_WHAT YOU WILL DO:_ Because the material must be preserved as it stands, copy every line exactly.

_INPUT DATA:_

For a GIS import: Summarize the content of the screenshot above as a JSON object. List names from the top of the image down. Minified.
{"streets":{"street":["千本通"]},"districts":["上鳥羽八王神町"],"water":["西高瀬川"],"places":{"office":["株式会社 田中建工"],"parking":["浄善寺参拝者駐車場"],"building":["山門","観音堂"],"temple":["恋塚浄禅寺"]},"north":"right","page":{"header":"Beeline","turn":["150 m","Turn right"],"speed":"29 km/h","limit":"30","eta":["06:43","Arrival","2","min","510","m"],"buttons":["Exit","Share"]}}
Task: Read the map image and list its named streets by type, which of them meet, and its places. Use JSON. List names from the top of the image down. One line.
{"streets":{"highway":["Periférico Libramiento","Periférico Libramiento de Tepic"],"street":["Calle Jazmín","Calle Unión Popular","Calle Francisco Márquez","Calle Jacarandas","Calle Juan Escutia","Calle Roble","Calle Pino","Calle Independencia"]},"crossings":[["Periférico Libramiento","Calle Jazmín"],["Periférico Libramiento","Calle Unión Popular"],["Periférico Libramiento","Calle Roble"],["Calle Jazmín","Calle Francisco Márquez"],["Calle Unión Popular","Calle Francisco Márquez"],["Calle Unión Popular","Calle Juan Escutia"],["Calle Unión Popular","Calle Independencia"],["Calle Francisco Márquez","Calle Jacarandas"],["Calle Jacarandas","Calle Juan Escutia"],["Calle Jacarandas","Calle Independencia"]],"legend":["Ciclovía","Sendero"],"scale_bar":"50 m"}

_SOLVED EXERCISE:_
For a GIS import: Summarize the content of the screenshot above as a JSON object. List names from the top of the image down. Minified.
{"streets":{"street":["千本通"]},"districts":["上鳥羽八王神町"],"water":["西高瀬川"],"places":{"office":["株式会社 田中建工"],"parking":["浄善寺参拝者駐車場"],"building":["山門","観音堂"],"temple":["恋塚浄禅寺"]},"north":"right","page":{"header":"Beeline","turn":["150 m","Turn right"],"speed":"29 km/h","limit":"30","eta":["06:43","Arrival","2","min","510","m"],"buttons":["Exit","Share"]}}
Task: Read the map image and list its named streets by type, which of them meet, and its places. Use JSON. List names from the top of the image down. One line.
{"streets":{"highway":["Periférico Libramiento","Periférico Libramiento de Tepic"],"street":["Calle Jazmín","Calle Unión Popular","Calle Francisco Márquez","Calle Jacarandas","Calle Juan Escutia","Calle Roble","Calle Pino","Calle Independencia"]},"crossings":[["Periférico Libramiento","Calle Jazmín"],["Periférico Libramiento","Calle Unión Popular"],["Periférico Libramiento","Calle Roble"],["Calle Jazmín","Calle Francisco Márquez"],["Calle Unión Popular","Calle Francisco Márquez"],["Calle Unión Popular","Calle Juan Escutia"],["Calle Unión Popular","Calle Independencia"],["Calle Francisco Márquez","Calle Jacarandas"],["Calle Jacarandas","Calle Juan Escutia"],["Calle Jacarandas","Calle Independencia"]],"legend":["Ciclovía","Sendero"],"scale_bar":"50 m"}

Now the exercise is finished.